*About this task*
Pictures aside, output each record exactly.

(Beginning of Recorded information)

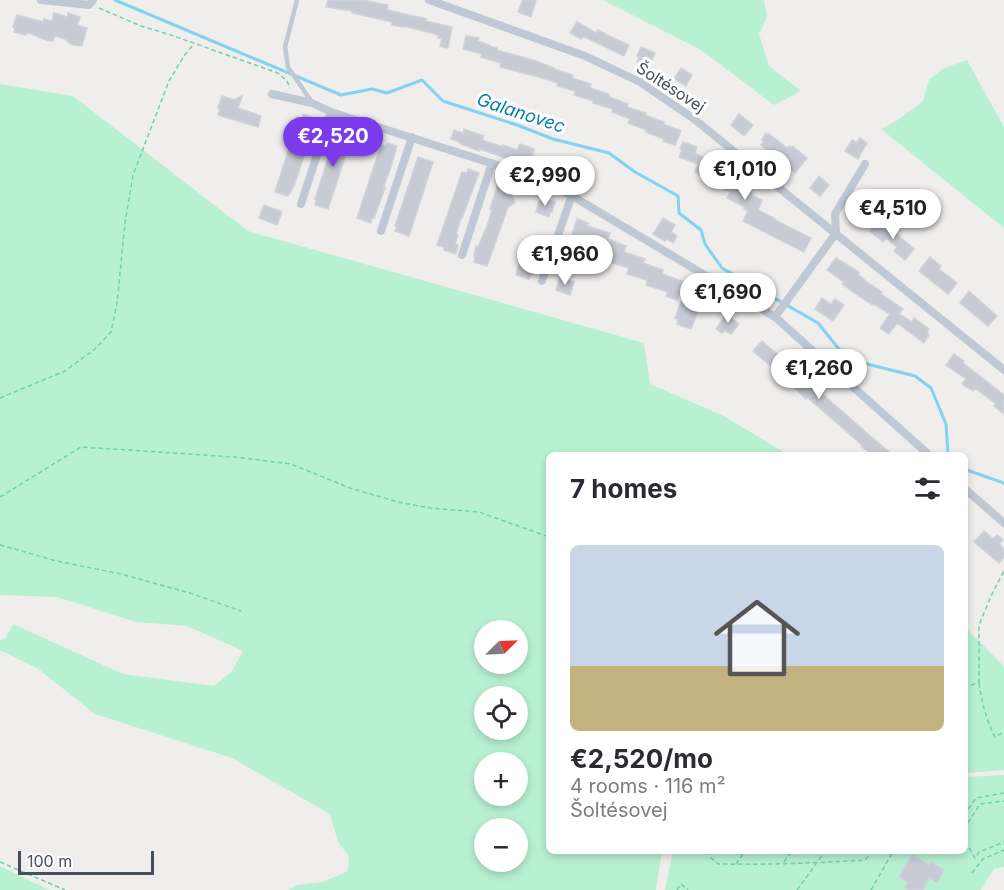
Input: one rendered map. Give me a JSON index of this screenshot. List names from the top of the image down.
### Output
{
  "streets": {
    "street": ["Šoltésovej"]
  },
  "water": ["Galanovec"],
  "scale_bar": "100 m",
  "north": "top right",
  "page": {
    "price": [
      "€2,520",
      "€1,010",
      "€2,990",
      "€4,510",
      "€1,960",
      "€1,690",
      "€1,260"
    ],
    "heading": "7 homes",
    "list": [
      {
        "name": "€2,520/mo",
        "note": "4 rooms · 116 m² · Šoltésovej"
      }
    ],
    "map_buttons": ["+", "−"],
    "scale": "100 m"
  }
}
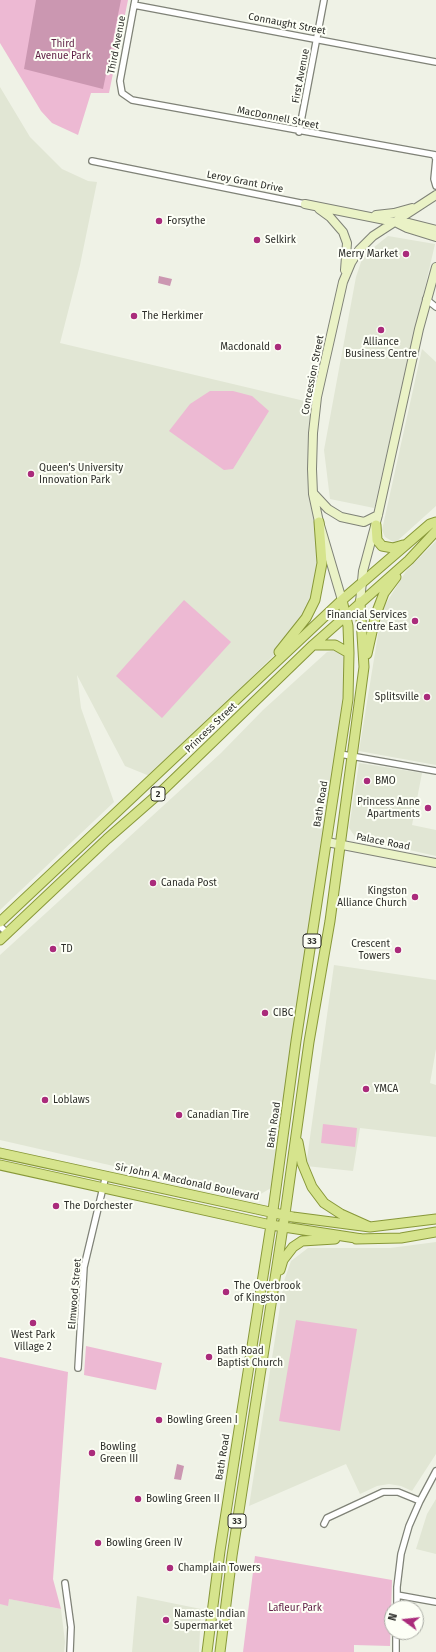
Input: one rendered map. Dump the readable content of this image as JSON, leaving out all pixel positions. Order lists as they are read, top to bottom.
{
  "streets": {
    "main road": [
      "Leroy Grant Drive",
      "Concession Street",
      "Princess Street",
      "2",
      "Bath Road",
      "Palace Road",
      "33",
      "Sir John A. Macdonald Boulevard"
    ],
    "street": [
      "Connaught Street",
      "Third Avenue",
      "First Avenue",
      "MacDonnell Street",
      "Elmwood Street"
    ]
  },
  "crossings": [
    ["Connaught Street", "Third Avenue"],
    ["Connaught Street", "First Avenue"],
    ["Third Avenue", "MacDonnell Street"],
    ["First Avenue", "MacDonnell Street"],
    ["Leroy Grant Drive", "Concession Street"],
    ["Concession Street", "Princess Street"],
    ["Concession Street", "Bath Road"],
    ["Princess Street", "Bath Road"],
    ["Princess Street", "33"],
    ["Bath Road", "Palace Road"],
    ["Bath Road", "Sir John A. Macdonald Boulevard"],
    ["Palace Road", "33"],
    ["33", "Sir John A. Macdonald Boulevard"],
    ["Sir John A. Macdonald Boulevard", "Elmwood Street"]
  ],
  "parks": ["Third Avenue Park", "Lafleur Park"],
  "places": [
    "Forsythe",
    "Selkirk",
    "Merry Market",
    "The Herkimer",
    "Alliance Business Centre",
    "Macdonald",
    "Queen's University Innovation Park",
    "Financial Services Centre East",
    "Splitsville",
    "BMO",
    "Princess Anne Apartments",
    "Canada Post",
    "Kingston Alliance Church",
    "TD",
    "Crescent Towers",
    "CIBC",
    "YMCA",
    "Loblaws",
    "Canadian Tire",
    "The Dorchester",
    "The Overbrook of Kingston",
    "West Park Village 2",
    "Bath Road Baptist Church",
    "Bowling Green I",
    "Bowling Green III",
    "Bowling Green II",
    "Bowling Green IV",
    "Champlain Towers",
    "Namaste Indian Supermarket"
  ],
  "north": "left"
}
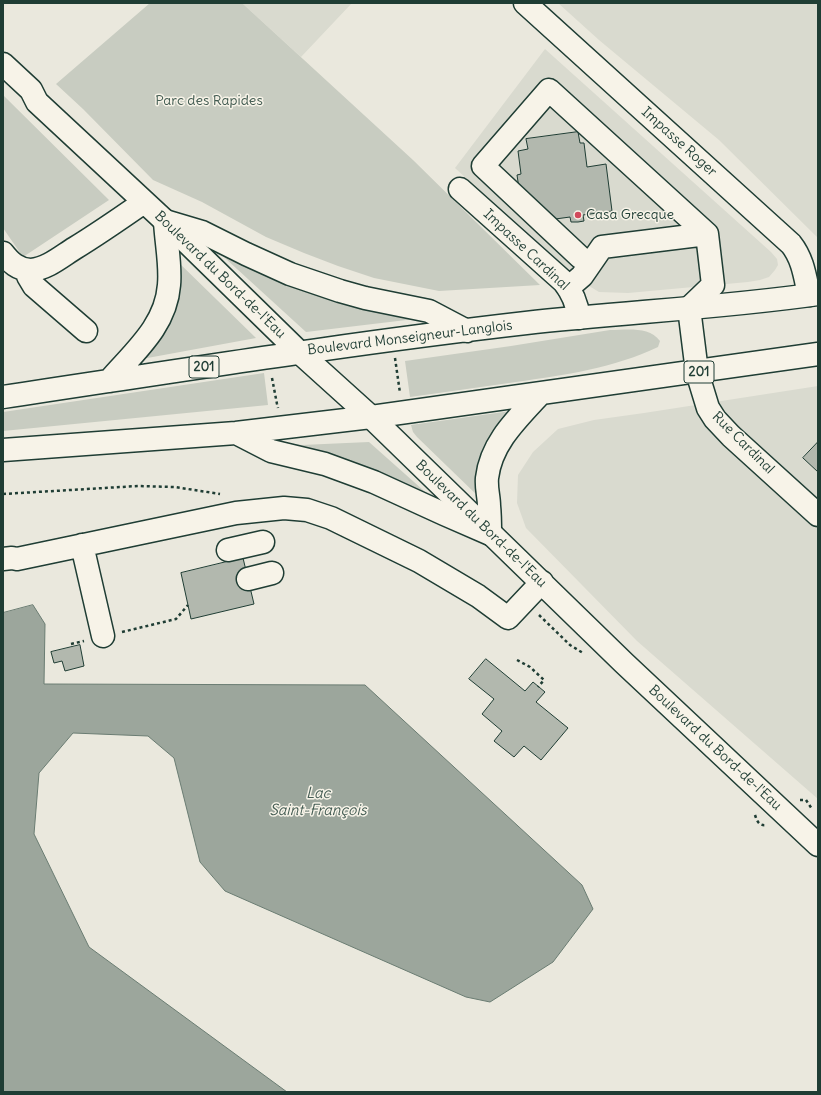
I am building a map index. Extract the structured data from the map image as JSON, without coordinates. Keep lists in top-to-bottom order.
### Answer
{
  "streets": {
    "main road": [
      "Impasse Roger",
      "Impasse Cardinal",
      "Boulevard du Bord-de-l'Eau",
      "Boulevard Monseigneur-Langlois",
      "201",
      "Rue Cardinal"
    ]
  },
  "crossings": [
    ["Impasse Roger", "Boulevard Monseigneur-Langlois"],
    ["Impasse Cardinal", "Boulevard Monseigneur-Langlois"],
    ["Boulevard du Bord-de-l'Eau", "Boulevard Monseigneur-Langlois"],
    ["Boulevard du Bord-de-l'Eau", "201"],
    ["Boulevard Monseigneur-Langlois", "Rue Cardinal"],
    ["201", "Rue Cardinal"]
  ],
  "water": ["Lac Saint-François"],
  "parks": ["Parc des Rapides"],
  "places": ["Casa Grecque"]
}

(End of Recorded information)

*Problem solution*
Input: one rendered map. Give me a JSON index of this screenshot. List names from the top of the image down.
### Output
{
  "streets": {
    "street": ["Šoltésovej"]
  },
  "water": ["Galanovec"],
  "scale_bar": "100 m",
  "north": "top right",
  "page": {
    "price": [
      "€2,520",
      "€1,010",
      "€2,990",
      "€4,510",
      "€1,960",
      "€1,690",
      "€1,260"
    ],
    "heading": "7 homes",
    "list": [
      {
        "name": "€2,520/mo",
        "note": "4 rooms · 116 m² · Šoltésovej"
      }
    ],
    "map_buttons": ["+", "−"],
    "scale": "100 m"
  }
}
Input: one rendered map. Dump the readable content of this image as JSON, leaving out all pixel positions. Order lists as they are read, top to bottom.
{
  "streets": {
    "main road": [
      "Leroy Grant Drive",
      "Concession Street",
      "Princess Street",
      "2",
      "Bath Road",
      "Palace Road",
      "33",
      "Sir John A. Macdonald Boulevard"
    ],
    "street": [
      "Connaught Street",
      "Third Avenue",
      "First Avenue",
      "MacDonnell Street",
      "Elmwood Street"
    ]
  },
  "crossings": [
    ["Connaught Street", "Third Avenue"],
    ["Connaught Street", "First Avenue"],
    ["Third Avenue", "MacDonnell Street"],
    ["First Avenue", "MacDonnell Street"],
    ["Leroy Grant Drive", "Concession Street"],
    ["Concession Street", "Princess Street"],
    ["Concession Street", "Bath Road"],
    ["Princess Street", "Bath Road"],
    ["Princess Street", "33"],
    ["Bath Road", "Palace Road"],
    ["Bath Road", "Sir John A. Macdonald Boulevard"],
    ["Palace Road", "33"],
    ["33", "Sir John A. Macdonald Boulevard"],
    ["Sir John A. Macdonald Boulevard", "Elmwood Street"]
  ],
  "parks": ["Third Avenue Park", "Lafleur Park"],
  "places": [
    "Forsythe",
    "Selkirk",
    "Merry Market",
    "The Herkimer",
    "Alliance Business Centre",
    "Macdonald",
    "Queen's University Innovation Park",
    "Financial Services Centre East",
    "Splitsville",
    "BMO",
    "Princess Anne Apartments",
    "Canada Post",
    "Kingston Alliance Church",
    "TD",
    "Crescent Towers",
    "CIBC",
    "YMCA",
    "Loblaws",
    "Canadian Tire",
    "The Dorchester",
    "The Overbrook of Kingston",
    "West Park Village 2",
    "Bath Road Baptist Church",
    "Bowling Green I",
    "Bowling Green III",
    "Bowling Green II",
    "Bowling Green IV",
    "Champlain Towers",
    "Namaste Indian Supermarket"
  ],
  "north": "left"
}
I am building a map index. Extract the structured data from the map image as JSON, without coordinates. Keep lists in top-to-bottom order.
### Answer
{
  "streets": {
    "main road": [
      "Impasse Roger",
      "Impasse Cardinal",
      "Boulevard du Bord-de-l'Eau",
      "Boulevard Monseigneur-Langlois",
      "201",
      "Rue Cardinal"
    ]
  },
  "crossings": [
    ["Impasse Roger", "Boulevard Monseigneur-Langlois"],
    ["Impasse Cardinal", "Boulevard Monseigneur-Langlois"],
    ["Boulevard du Bord-de-l'Eau", "Boulevard Monseigneur-Langlois"],
    ["Boulevard du Bord-de-l'Eau", "201"],
    ["Boulevard Monseigneur-Langlois", "Rue Cardinal"],
    ["201", "Rue Cardinal"]
  ],
  "water": ["Lac Saint-François"],
  "parks": ["Parc des Rapides"],
  "places": ["Casa Grecque"]
}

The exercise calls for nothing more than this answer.